_Instructions to follow:_ All of the data below is to be returned unaltered.
Given records: Begin
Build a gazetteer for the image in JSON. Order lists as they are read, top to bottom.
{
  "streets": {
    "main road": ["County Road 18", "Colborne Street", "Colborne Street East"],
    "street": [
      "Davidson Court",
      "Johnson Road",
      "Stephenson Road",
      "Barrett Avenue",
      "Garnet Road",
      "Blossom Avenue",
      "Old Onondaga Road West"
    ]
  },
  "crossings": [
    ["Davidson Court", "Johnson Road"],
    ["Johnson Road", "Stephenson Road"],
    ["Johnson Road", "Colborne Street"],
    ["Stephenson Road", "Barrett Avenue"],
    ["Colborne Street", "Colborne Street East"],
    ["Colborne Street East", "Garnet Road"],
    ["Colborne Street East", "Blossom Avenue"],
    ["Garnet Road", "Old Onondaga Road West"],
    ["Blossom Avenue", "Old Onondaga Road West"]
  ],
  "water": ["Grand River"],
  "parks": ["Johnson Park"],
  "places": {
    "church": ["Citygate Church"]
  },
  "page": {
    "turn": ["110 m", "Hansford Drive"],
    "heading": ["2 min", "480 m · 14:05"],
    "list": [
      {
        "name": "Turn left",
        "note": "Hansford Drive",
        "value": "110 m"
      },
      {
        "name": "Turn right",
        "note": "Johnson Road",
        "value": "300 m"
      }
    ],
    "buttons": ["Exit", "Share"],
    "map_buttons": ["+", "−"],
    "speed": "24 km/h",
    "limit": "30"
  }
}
Given records: End
_Exercise result:_
Build a gazetteer for the image in JSON. Order lists as they are read, top to bottom.
{
  "streets": {
    "main road": ["County Road 18", "Colborne Street", "Colborne Street East"],
    "street": [
      "Davidson Court",
      "Johnson Road",
      "Stephenson Road",
      "Barrett Avenue",
      "Garnet Road",
      "Blossom Avenue",
      "Old Onondaga Road West"
    ]
  },
  "crossings": [
    ["Davidson Court", "Johnson Road"],
    ["Johnson Road", "Stephenson Road"],
    ["Johnson Road", "Colborne Street"],
    ["Stephenson Road", "Barrett Avenue"],
    ["Colborne Street", "Colborne Street East"],
    ["Colborne Street East", "Garnet Road"],
    ["Colborne Street East", "Blossom Avenue"],
    ["Garnet Road", "Old Onondaga Road West"],
    ["Blossom Avenue", "Old Onondaga Road West"]
  ],
  "water": ["Grand River"],
  "parks": ["Johnson Park"],
  "places": {
    "church": ["Citygate Church"]
  },
  "page": {
    "turn": ["110 m", "Hansford Drive"],
    "heading": ["2 min", "480 m · 14:05"],
    "list": [
      {
        "name": "Turn left",
        "note": "Hansford Drive",
        "value": "110 m"
      },
      {
        "name": "Turn right",
        "note": "Johnson Road",
        "value": "300 m"
      }
    ],
    "buttons": ["Exit", "Share"],
    "map_buttons": ["+", "−"],
    "speed": "24 km/h",
    "limit": "30"
  }
}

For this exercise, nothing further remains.